### Problem to solve
Take each line of the listing that has the string "ถนนเพชรบ" and report it.
--- Extracted entries ---
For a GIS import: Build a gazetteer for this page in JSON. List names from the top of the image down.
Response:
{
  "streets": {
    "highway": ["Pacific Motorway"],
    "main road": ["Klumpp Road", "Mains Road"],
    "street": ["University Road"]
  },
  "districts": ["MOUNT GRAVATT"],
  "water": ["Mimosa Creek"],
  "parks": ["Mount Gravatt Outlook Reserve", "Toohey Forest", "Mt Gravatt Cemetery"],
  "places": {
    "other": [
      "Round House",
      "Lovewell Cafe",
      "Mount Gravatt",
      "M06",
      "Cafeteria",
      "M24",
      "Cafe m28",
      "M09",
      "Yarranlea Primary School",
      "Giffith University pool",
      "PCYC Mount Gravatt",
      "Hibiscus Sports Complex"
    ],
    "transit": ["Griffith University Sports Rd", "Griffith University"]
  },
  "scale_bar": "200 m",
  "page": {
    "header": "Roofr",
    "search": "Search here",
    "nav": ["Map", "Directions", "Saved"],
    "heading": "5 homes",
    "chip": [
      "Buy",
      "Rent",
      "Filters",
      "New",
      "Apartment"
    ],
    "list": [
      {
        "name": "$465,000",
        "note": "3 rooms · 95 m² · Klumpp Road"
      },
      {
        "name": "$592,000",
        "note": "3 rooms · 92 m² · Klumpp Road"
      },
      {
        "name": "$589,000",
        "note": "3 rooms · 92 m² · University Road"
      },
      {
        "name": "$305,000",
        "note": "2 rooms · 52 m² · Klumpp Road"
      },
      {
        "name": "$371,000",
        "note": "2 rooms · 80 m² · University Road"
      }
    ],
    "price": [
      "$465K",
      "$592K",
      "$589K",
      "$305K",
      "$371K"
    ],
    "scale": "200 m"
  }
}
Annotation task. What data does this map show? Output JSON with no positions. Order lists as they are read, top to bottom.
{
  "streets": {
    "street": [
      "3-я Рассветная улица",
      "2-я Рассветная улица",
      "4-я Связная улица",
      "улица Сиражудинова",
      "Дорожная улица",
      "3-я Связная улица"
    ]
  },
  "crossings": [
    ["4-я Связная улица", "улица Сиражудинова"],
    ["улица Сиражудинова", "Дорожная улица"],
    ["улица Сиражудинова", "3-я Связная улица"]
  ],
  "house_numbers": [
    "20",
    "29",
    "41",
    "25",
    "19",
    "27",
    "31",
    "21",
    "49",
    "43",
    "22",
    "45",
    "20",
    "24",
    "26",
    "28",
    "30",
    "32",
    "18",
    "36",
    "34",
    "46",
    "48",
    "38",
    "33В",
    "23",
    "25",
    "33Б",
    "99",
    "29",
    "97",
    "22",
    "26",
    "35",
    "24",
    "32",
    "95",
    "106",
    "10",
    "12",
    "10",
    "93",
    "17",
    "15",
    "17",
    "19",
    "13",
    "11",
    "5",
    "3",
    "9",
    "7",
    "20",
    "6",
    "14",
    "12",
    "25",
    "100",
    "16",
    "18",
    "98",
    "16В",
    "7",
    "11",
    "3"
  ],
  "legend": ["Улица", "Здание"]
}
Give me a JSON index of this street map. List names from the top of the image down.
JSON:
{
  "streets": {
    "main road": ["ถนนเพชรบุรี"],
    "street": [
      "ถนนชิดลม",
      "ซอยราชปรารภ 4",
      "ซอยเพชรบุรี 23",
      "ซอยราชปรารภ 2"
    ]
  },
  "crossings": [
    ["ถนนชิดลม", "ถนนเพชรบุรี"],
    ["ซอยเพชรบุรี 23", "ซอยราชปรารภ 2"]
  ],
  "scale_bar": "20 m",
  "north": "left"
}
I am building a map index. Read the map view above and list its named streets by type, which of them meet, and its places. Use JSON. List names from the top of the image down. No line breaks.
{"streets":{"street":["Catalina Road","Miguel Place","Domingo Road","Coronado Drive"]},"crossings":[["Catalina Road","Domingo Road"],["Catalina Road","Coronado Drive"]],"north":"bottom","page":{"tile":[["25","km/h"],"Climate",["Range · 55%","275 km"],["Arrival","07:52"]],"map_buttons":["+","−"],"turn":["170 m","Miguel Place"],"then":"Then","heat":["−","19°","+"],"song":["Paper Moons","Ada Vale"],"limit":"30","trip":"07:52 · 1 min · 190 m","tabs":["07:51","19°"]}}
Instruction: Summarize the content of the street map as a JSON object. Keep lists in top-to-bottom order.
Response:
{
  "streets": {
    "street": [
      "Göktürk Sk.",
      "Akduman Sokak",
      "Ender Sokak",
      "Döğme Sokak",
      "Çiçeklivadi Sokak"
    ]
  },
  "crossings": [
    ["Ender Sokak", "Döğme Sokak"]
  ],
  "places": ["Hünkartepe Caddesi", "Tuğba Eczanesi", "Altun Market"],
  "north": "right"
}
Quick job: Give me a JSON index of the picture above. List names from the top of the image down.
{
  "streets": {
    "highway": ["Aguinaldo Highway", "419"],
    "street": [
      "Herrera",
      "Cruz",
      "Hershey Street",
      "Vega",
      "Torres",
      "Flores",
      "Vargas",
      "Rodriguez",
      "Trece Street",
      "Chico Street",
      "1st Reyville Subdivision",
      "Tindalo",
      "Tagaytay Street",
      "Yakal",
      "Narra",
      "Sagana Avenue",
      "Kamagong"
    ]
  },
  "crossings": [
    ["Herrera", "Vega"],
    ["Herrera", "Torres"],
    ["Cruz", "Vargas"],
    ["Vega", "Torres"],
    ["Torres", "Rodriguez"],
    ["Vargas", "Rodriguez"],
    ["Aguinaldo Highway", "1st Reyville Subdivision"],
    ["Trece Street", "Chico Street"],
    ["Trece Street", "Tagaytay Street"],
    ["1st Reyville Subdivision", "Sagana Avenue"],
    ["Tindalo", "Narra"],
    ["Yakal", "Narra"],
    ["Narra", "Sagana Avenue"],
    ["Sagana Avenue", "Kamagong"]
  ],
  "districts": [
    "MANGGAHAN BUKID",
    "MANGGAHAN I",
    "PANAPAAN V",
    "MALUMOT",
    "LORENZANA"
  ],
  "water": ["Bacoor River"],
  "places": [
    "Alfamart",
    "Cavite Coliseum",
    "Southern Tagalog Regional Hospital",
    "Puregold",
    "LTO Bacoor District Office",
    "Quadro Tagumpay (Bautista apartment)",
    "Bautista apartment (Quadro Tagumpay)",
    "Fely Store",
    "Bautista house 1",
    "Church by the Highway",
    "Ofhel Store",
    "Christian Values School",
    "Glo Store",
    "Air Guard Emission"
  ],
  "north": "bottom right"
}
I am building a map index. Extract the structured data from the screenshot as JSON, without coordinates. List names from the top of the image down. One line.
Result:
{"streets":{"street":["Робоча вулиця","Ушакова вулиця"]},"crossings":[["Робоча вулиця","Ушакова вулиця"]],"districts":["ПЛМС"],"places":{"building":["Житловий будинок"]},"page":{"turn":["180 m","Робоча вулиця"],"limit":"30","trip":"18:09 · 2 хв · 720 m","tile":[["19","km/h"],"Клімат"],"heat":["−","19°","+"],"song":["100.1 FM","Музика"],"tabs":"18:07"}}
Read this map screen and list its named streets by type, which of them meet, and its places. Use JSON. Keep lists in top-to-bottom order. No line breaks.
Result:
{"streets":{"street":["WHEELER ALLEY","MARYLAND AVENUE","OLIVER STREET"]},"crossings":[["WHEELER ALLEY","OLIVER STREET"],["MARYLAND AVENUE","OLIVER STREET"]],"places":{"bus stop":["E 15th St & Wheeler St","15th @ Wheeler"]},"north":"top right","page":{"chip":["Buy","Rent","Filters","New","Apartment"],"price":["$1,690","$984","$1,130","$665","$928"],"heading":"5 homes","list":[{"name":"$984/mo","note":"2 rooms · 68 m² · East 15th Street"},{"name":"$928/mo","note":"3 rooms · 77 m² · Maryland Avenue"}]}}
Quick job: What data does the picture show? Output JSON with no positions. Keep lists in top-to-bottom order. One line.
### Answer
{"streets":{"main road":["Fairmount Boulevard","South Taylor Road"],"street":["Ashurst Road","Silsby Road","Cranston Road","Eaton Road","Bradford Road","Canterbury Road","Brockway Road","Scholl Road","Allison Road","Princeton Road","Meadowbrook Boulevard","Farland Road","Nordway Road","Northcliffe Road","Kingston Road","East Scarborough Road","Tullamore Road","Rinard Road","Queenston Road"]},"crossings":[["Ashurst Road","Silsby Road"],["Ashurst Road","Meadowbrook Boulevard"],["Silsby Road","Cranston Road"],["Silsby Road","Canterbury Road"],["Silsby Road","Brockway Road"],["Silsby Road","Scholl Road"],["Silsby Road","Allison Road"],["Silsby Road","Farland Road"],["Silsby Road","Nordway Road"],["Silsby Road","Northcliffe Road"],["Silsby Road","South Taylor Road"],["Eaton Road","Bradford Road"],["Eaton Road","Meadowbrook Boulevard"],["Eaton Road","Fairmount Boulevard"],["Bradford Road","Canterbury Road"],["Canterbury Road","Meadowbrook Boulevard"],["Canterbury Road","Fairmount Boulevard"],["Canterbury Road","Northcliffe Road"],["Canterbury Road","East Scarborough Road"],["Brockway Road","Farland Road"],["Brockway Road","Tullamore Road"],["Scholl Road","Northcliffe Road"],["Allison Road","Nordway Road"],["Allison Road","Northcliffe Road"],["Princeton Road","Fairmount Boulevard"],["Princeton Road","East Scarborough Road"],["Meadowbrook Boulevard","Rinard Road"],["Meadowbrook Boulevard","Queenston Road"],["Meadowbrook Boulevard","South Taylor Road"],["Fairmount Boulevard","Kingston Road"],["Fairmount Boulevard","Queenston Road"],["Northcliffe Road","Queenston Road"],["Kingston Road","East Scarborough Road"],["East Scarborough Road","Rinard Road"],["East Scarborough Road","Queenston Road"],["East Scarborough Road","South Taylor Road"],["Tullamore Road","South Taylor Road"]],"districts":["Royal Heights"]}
---
### Written reply
    "main road": ["ถนนเพชรบุรี"],
    ["ถนนชิดลม", "ถนนเพชรบุรี"],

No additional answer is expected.